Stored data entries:

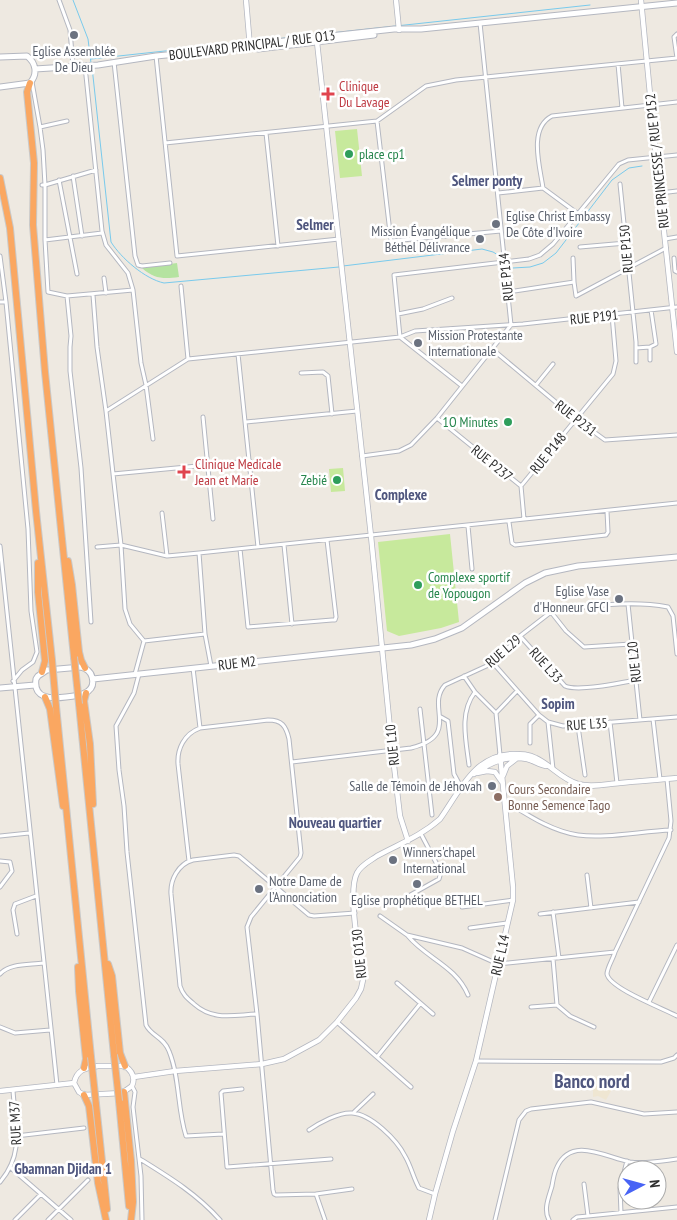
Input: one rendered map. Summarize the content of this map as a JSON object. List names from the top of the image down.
{
  "streets": {
    "main road": ["BOULEVARD PRINCIPAL / RUE O13", "RUE M2"],
    "street": [
      "RUE PRINCESSE / RUE P152",
      "RUE P150",
      "RUE P134",
      "RUE P191",
      "RUE P231",
      "RUE P148",
      "RUE P237",
      "RUE L29",
      "RUE L20",
      "RUE L33",
      "RUE L35",
      "RUE L10",
      "RUE O130",
      "RUE L14",
      "RUE M37"
    ]
  },
  "crossings": [
    ["BOULEVARD PRINCIPAL / RUE O13", "RUE PRINCESSE / RUE P152"],
    ["BOULEVARD PRINCIPAL / RUE O13", "RUE P134"],
    ["RUE PRINCESSE / RUE P152", "RUE P191"],
    ["RUE P150", "RUE P191"],
    ["RUE P134", "RUE P191"],
    ["RUE P191", "RUE P148"],
    ["RUE P231", "RUE P148"],
    ["RUE P148", "RUE P237"],
    ["RUE L29", "RUE L20"],
    ["RUE L29", "RUE L33"],
    ["RUE L29", "RUE L35"],
    ["RUE L20", "RUE L33"],
    ["RUE L20", "RUE L35"],
    ["RUE M2", "RUE L10"],
    ["RUE L10", "RUE O130"],
    ["RUE O130", "RUE L14"]
  ],
  "districts": [
    "Selmer ponty",
    "Selmer",
    "Complexe",
    "Sopim",
    "Nouveau quartier",
    "Banco nord",
    "Gbamnan Djidan 1"
  ],
  "places": {
    "other": [
      "Eglise Assemblée De Dieu",
      "place cp1",
      "Eglise Christ Embassy De Côte d'Ivoire",
      "Mission Évangélique Béthel Délivrance",
      "Mission Protestante Internationale",
      "1O Minutes",
      "Zebié",
      "Complexe sportif de Yopougon",
      "Eglise Vase d'Honneur GFCI",
      "Salle de Témoin de Jéhovah",
      "Cours Secondaire Bonne Semence Tago",
      "Winners'chapel International",
      "Eglise prophétique BETHEL",
      "Notre Dame de l’Annonciation"
    ],
    "health": ["Clinique Du Lavage", "Clinique Medicale Jean et Marie"]
  },
  "north": "right"
}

> [TASK BRIEF] Pictures must be left out when the records are transcribed exactly.

> [COMPLETED EXERCISE]
Input: one rendered map. Summarize the content of this map as a JSON object. List names from the top of the image down.
{
  "streets": {
    "main road": ["BOULEVARD PRINCIPAL / RUE O13", "RUE M2"],
    "street": [
      "RUE PRINCESSE / RUE P152",
      "RUE P150",
      "RUE P134",
      "RUE P191",
      "RUE P231",
      "RUE P148",
      "RUE P237",
      "RUE L29",
      "RUE L20",
      "RUE L33",
      "RUE L35",
      "RUE L10",
      "RUE O130",
      "RUE L14",
      "RUE M37"
    ]
  },
  "crossings": [
    ["BOULEVARD PRINCIPAL / RUE O13", "RUE PRINCESSE / RUE P152"],
    ["BOULEVARD PRINCIPAL / RUE O13", "RUE P134"],
    ["RUE PRINCESSE / RUE P152", "RUE P191"],
    ["RUE P150", "RUE P191"],
    ["RUE P134", "RUE P191"],
    ["RUE P191", "RUE P148"],
    ["RUE P231", "RUE P148"],
    ["RUE P148", "RUE P237"],
    ["RUE L29", "RUE L20"],
    ["RUE L29", "RUE L33"],
    ["RUE L29", "RUE L35"],
    ["RUE L20", "RUE L33"],
    ["RUE L20", "RUE L35"],
    ["RUE M2", "RUE L10"],
    ["RUE L10", "RUE O130"],
    ["RUE O130", "RUE L14"]
  ],
  "districts": [
    "Selmer ponty",
    "Selmer",
    "Complexe",
    "Sopim",
    "Nouveau quartier",
    "Banco nord",
    "Gbamnan Djidan 1"
  ],
  "places": {
    "other": [
      "Eglise Assemblée De Dieu",
      "place cp1",
      "Eglise Christ Embassy De Côte d'Ivoire",
      "Mission Évangélique Béthel Délivrance",
      "Mission Protestante Internationale",
      "1O Minutes",
      "Zebié",
      "Complexe sportif de Yopougon",
      "Eglise Vase d'Honneur GFCI",
      "Salle de Témoin de Jéhovah",
      "Cours Secondaire Bonne Semence Tago",
      "Winners'chapel International",
      "Eglise prophétique BETHEL",
      "Notre Dame de l’Annonciation"
    ],
    "health": ["Clinique Du Lavage", "Clinique Medicale Jean et Marie"]
  },
  "north": "right"
}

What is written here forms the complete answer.